Exercise inputs section start

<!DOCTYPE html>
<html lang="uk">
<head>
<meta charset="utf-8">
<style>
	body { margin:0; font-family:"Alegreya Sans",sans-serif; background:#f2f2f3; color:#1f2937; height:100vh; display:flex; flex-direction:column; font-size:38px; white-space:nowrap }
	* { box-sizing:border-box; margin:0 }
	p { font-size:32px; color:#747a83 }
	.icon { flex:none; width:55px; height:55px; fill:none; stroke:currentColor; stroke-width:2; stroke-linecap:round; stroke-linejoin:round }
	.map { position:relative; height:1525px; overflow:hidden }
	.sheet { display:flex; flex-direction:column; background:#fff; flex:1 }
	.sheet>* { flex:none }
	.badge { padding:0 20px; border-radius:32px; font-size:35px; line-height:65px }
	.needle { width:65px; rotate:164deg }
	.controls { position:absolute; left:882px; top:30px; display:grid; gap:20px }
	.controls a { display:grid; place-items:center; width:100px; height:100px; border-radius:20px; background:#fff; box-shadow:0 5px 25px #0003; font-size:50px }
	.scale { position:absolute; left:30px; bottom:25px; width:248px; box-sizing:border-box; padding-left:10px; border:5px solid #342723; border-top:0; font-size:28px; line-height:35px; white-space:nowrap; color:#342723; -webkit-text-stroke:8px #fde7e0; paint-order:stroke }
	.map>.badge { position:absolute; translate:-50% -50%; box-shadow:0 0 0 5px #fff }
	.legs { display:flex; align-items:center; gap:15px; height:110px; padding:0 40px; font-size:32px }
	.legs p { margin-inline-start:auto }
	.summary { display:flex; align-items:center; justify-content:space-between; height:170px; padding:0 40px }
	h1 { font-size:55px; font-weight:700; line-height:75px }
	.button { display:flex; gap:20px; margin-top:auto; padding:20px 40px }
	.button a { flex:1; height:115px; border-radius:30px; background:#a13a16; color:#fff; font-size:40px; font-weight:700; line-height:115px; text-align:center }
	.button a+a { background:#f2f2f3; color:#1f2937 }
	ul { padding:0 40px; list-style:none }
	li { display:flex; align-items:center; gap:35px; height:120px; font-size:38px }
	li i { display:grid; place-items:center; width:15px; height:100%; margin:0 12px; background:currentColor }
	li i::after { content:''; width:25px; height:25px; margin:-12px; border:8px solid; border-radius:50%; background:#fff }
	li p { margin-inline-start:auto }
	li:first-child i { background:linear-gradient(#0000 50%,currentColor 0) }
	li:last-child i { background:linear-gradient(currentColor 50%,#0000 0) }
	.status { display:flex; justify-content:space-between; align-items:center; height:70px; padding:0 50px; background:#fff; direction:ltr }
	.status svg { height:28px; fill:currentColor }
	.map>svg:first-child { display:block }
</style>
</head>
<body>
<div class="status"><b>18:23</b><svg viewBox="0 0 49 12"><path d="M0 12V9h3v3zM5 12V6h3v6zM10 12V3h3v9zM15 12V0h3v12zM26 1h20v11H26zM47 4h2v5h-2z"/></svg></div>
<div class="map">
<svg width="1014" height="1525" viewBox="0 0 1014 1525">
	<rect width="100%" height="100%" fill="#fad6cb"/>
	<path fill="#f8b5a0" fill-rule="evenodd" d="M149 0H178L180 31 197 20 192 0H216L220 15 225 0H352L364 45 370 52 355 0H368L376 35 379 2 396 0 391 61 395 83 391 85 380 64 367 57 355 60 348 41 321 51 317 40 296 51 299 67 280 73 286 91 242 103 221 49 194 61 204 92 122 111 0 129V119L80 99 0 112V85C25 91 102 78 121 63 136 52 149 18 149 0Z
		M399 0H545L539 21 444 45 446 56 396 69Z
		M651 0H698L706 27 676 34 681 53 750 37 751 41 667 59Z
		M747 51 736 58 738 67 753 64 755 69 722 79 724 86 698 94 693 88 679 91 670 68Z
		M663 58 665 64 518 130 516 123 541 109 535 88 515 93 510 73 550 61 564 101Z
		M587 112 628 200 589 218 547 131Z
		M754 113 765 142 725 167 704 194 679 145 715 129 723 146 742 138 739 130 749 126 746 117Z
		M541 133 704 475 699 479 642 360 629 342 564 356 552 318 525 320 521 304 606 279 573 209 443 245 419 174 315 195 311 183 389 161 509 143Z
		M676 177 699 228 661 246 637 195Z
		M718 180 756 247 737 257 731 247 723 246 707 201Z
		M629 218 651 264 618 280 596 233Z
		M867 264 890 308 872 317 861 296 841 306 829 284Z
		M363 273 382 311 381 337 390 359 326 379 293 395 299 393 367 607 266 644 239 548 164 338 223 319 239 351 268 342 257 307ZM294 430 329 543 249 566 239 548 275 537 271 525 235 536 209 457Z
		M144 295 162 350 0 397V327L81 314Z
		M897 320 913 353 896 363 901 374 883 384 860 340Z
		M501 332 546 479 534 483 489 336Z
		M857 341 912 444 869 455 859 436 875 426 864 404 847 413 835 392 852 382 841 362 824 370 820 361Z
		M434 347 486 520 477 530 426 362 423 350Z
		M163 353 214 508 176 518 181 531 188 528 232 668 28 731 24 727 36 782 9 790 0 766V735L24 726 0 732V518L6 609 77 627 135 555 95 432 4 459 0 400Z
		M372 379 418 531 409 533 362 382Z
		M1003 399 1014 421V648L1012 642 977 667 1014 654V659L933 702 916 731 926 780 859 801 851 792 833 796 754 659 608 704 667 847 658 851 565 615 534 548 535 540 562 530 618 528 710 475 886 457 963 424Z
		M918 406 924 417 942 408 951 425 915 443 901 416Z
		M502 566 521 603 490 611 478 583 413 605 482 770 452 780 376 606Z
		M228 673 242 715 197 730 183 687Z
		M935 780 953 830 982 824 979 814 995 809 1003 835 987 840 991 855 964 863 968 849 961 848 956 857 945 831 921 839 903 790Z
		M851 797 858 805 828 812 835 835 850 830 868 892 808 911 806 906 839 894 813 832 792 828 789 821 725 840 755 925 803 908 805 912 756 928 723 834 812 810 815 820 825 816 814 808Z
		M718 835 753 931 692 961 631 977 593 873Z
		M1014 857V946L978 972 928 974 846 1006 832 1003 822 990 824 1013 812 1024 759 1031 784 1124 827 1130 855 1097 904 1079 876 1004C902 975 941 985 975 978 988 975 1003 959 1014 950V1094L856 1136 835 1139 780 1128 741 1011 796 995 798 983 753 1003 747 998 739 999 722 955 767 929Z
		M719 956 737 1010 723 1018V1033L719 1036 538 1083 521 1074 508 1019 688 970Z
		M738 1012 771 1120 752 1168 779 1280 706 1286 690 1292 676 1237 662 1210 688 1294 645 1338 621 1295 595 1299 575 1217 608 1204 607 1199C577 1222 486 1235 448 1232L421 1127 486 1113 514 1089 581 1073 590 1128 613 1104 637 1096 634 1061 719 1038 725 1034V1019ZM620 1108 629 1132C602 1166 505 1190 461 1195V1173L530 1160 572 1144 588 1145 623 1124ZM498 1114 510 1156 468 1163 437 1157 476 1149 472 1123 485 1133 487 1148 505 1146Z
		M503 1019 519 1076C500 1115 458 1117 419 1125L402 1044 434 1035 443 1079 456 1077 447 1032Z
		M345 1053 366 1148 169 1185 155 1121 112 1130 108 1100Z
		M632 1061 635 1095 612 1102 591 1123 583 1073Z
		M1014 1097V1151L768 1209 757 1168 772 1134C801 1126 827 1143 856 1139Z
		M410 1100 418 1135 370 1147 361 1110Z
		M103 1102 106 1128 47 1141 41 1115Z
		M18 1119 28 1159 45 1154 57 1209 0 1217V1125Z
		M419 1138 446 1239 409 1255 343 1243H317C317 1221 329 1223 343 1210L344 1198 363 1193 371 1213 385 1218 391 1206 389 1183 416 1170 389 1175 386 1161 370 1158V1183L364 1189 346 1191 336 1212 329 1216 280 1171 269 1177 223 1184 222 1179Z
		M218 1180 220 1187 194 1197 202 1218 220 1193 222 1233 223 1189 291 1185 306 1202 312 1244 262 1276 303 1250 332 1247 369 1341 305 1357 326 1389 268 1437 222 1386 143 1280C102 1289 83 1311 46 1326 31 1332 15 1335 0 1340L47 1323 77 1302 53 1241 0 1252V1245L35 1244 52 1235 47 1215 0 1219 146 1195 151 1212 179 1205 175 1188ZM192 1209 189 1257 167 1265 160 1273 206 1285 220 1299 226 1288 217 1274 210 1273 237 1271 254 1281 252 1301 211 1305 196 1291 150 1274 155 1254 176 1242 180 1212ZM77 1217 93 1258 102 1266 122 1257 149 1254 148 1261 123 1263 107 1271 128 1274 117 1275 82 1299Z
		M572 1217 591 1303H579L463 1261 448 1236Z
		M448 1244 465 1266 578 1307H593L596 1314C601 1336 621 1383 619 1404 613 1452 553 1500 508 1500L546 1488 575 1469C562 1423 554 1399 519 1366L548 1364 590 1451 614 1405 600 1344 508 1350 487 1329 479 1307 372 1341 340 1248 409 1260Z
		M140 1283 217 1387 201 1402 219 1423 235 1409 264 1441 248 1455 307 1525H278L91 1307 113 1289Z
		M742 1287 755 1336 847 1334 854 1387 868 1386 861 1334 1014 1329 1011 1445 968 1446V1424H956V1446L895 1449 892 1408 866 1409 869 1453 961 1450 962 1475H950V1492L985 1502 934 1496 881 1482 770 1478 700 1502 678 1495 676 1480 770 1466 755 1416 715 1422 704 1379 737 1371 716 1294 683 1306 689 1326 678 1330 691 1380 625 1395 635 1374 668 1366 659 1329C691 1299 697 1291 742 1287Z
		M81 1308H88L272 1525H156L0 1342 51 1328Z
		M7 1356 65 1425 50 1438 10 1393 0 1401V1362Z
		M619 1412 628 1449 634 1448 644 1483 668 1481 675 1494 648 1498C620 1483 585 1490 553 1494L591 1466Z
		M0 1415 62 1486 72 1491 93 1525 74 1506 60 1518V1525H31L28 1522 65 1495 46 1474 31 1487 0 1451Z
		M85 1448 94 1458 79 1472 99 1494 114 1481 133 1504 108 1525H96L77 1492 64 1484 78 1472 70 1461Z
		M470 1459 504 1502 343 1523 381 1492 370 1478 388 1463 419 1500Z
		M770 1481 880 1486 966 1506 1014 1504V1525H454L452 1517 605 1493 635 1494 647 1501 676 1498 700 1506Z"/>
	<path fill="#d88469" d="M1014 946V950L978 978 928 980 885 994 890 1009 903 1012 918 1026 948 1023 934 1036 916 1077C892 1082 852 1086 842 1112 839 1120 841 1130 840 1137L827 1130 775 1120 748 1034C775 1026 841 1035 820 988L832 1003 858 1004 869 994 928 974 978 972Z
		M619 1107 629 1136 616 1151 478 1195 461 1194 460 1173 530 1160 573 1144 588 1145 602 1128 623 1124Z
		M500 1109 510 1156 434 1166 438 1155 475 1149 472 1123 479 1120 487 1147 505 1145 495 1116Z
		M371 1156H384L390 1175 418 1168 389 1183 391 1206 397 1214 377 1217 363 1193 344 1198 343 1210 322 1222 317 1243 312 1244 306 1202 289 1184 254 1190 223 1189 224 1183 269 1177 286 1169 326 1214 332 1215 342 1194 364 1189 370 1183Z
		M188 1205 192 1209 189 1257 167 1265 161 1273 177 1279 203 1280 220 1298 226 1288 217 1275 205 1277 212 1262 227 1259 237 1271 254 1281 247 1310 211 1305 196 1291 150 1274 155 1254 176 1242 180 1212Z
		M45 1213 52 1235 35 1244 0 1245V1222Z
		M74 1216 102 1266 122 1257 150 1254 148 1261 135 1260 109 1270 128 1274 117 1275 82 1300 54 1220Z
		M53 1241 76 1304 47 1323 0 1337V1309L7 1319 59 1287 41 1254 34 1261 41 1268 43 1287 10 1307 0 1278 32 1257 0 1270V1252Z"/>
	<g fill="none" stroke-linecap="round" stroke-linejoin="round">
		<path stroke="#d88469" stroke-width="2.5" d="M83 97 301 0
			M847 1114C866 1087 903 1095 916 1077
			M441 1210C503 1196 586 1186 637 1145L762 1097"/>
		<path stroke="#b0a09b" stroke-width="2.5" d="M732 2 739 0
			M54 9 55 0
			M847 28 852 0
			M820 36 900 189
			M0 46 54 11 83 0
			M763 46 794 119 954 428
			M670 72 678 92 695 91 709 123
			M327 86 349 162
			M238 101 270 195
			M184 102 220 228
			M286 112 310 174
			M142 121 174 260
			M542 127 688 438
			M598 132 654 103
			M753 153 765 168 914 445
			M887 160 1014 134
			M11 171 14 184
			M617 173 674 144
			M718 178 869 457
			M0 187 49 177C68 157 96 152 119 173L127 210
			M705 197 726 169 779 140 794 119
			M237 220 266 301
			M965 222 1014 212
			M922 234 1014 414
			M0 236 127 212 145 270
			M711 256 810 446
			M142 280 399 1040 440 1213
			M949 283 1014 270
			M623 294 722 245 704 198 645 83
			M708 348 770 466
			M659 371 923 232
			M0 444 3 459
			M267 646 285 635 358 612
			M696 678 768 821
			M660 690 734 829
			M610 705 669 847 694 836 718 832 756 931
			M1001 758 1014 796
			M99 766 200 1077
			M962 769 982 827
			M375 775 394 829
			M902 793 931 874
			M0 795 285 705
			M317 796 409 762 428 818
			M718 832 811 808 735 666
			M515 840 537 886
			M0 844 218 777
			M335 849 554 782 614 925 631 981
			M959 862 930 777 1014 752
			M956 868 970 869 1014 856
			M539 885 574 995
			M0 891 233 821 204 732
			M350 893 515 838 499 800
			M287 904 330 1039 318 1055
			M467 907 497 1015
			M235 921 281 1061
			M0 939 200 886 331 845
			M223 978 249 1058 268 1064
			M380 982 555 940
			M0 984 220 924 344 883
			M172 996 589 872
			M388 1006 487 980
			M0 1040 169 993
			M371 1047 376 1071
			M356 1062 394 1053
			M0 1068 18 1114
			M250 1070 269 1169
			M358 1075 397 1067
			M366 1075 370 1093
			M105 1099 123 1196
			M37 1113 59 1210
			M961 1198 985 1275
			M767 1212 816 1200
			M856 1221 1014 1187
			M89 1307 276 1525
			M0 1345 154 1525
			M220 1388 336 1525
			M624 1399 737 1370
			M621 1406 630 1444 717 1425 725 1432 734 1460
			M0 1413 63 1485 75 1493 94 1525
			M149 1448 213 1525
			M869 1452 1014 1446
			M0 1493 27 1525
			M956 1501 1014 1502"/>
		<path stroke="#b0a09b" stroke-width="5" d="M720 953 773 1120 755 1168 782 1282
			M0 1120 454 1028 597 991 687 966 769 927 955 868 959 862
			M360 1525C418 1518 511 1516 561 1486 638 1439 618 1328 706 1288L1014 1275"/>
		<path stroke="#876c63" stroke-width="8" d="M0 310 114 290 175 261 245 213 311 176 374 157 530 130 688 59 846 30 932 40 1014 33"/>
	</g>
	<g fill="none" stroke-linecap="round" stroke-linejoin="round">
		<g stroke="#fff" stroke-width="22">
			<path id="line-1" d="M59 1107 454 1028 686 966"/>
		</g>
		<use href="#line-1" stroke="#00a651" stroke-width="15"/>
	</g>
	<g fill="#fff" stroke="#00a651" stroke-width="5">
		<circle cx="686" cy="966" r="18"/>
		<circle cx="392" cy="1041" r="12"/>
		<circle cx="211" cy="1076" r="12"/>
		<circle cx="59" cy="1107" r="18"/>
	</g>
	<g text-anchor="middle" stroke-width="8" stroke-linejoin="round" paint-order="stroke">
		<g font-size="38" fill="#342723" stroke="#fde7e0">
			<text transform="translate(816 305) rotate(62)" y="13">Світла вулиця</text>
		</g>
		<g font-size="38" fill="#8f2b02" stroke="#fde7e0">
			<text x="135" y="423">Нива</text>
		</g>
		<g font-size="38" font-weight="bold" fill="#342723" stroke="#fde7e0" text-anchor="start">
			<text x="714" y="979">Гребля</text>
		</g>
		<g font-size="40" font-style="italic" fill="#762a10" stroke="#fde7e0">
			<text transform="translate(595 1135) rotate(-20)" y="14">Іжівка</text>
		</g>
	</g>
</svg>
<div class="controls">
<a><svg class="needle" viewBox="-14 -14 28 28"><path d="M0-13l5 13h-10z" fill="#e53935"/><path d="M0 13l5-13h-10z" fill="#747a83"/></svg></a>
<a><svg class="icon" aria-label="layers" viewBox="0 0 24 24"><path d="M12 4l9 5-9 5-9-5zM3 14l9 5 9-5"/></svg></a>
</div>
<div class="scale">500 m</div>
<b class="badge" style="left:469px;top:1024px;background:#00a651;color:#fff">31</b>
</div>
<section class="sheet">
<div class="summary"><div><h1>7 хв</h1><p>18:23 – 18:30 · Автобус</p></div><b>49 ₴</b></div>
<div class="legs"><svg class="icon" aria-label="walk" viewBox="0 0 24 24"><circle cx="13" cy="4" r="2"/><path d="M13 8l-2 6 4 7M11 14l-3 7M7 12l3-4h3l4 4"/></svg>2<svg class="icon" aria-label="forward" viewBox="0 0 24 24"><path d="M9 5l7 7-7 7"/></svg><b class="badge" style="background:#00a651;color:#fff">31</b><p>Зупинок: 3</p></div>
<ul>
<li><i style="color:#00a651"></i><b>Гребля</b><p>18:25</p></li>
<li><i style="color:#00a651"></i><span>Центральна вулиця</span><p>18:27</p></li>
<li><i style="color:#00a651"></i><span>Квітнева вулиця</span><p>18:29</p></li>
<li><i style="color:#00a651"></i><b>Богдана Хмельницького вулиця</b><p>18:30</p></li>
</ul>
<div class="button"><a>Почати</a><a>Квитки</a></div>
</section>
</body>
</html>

Exercise inputs section end

■ **Problem description**:
Nothing should be returned except the lines from the first line of the data above through the line with "position:absolute; left:882px; top:30px;", each one exact.

■ **Your solution**:
<!DOCTYPE html>
<html lang="uk">
<head>
<meta charset="utf-8">
<style>
	body { margin:0; font-family:"Alegreya Sans",sans-serif; background:#f2f2f3; color:#1f2937; height:100vh; display:flex; flex-direction:column; font-size:38px; white-space:nowrap }
	* { box-sizing:border-box; margin:0 }
	p { font-size:32px; color:#747a83 }
	.icon { flex:none; width:55px; height:55px; fill:none; stroke:currentColor; stroke-width:2; stroke-linecap:round; stroke-linejoin:round }
	.map { position:relative; height:1525px; overflow:hidden }
	.sheet { display:flex; flex-direction:column; background:#fff; flex:1 }
	.sheet>* { flex:none }
	.badge { padding:0 20px; border-radius:32px; font-size:35px; line-height:65px }
	.needle { width:65px; rotate:164deg }
	.controls { position:absolute; left:882px; top:30px; display:grid; gap:20px }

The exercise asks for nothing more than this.